Hence, both projects have provided the insight that strictly speaking cross-domain reuse of safety-related artefacts and components is not possible due to the vast differences between the safety standards. In what follows we will see that the notions of safety as a goal (often called the safety integrity level or SIL) are different from one domain to another. This can be justified. The safety assurance provided for a given system is specific to that system in its certified configuration and its certified application. This is often in contrast with the engineering practice. Engineers constantly build systems by reusing existing components and composing them into larger subsystems. This is not only driven by economic benefits, but it often increases the trust in a system because the risk for residual errors will be lower, at least if a qualification process for these components is in use. Nevertheless, engineering and safety standards contain relatively very few rules and guidelines on reusing components hampering the development of safe systems by composition.

Another system aspect that is emerging is lifecycle management. This aspect comes to the foreground as systems have increasingly longer lifetimes, whereby the components are more and more connected in a larger system. In addition, the lifetimes are such that individual components will be replaced or upgraded as they age or can be replaced with more novel, more efficient or more performant technologies. Typical examples are Internet Of Things, smart grids and infrastructure that becomes “smart” by using embedded electronics. The distinguishing feature is that a developed system can no longer be developed in isolation as it becomes part of a system of systems.

This paper analyzes why the current safety-driven approach is unsatisfactory for reaching trustworthiness as a lifecycle goal for systems. It introduces a new criterion called the assured reliability and resilience level (ARRL) that allows components to be reused in a normative way while preserving the safety integrity levels at the system level. The higher ARRL level break out of the component domain and define the system itself as a component in a larger system that includes it operating environment. ARRL-6 and -7 include the definition of a process that must be in place and aims at continuously improving the system. This property corresponds to the notion of antifragility as originally formulated as a qualitative concept by Taleb [7].
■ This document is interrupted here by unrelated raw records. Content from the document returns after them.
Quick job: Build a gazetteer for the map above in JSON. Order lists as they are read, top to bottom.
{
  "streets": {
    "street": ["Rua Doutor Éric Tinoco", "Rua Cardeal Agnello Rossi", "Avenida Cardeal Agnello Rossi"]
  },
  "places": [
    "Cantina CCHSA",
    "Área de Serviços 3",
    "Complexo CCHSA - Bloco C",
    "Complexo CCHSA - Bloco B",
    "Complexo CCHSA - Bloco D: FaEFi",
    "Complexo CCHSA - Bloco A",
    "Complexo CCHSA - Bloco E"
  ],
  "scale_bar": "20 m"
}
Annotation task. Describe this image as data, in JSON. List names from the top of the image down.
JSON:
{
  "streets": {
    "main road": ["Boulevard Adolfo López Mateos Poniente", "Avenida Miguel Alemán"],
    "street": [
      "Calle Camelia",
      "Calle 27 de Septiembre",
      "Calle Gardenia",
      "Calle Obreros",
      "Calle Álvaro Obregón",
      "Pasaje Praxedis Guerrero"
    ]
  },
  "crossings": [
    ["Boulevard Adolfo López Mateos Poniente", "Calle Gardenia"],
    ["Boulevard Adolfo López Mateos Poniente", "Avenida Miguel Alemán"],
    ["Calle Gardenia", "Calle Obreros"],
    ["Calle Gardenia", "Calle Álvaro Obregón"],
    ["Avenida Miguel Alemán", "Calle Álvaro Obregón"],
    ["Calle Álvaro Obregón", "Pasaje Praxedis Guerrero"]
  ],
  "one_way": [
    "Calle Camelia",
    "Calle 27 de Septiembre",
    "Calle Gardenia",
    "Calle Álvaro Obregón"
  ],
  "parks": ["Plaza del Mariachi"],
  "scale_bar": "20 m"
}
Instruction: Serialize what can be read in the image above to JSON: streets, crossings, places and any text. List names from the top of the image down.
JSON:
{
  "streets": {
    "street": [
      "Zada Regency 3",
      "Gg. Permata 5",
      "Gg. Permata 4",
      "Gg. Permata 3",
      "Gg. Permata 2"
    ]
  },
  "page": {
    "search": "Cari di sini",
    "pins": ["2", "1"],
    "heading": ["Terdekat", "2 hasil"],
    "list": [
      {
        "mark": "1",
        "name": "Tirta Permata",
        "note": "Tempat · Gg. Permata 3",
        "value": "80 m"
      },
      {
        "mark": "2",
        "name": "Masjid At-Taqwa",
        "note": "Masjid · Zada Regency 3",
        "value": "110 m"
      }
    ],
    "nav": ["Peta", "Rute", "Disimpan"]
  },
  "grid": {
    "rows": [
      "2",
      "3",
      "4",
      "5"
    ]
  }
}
Table 1 Categorization of safety risks
Table 2 Approximate cross-domain mapping of safety integrity levels

2 Safety integrity levels

As safety is a critical property, it is no wonder that safety standards are perhaps the best examples of concrete systems engineering standards, even if safety is not the only property that is relevant for systems engineering projects. Most domains have their own safety standards partly for historical reasons, partly because the heuristic knowledge is very important or because the practice in the domain has become normative. We consider first the IEC 61508 standard, as this standard is relatively generic. It considers mainly programmable electronic systems (Functional Safety of Electrical/ Electronic/ Programmable Electronic Safety-related Systems (E/E/PE, or E/E/PES). The standard consists of 7 parts and prescribes 3-stage processes divided in 16 phases. The goal is to bring the risks to an acceptable level by applying safety functions. IEC 61508 starts from the principle that safety is never absolute; hence it considers the likelihood of a hazard (a situation posing a safety risk) and the severity of the consequences. A third element is the controllability. The combination of these three factors is used to determine a required SIL or Safety Integrity Level, categorized in 4 levels, SIL-1 being the lowest and SIL-4 being the highest. These levels correspond with normative allowed Probabilities of Failure per Hour and require corresponding Risk Reduction Factors that depend on the usage pattern (infrequent versus continuous). The risk reduction itself is achieved by a combination of reliability measures (higher quality), functional measures as well as assurance from following a more rigorous engineering process. The safety risks are in general classified in 4 classes, roughly each corresponding with a required SIL level whereby we added a SIL-0 for completeness. This classification can easily be extended to economic or financial risks. Note, that we use the term SIL as used in IEC 61508, while the table is meant to be domain independent (Table 1).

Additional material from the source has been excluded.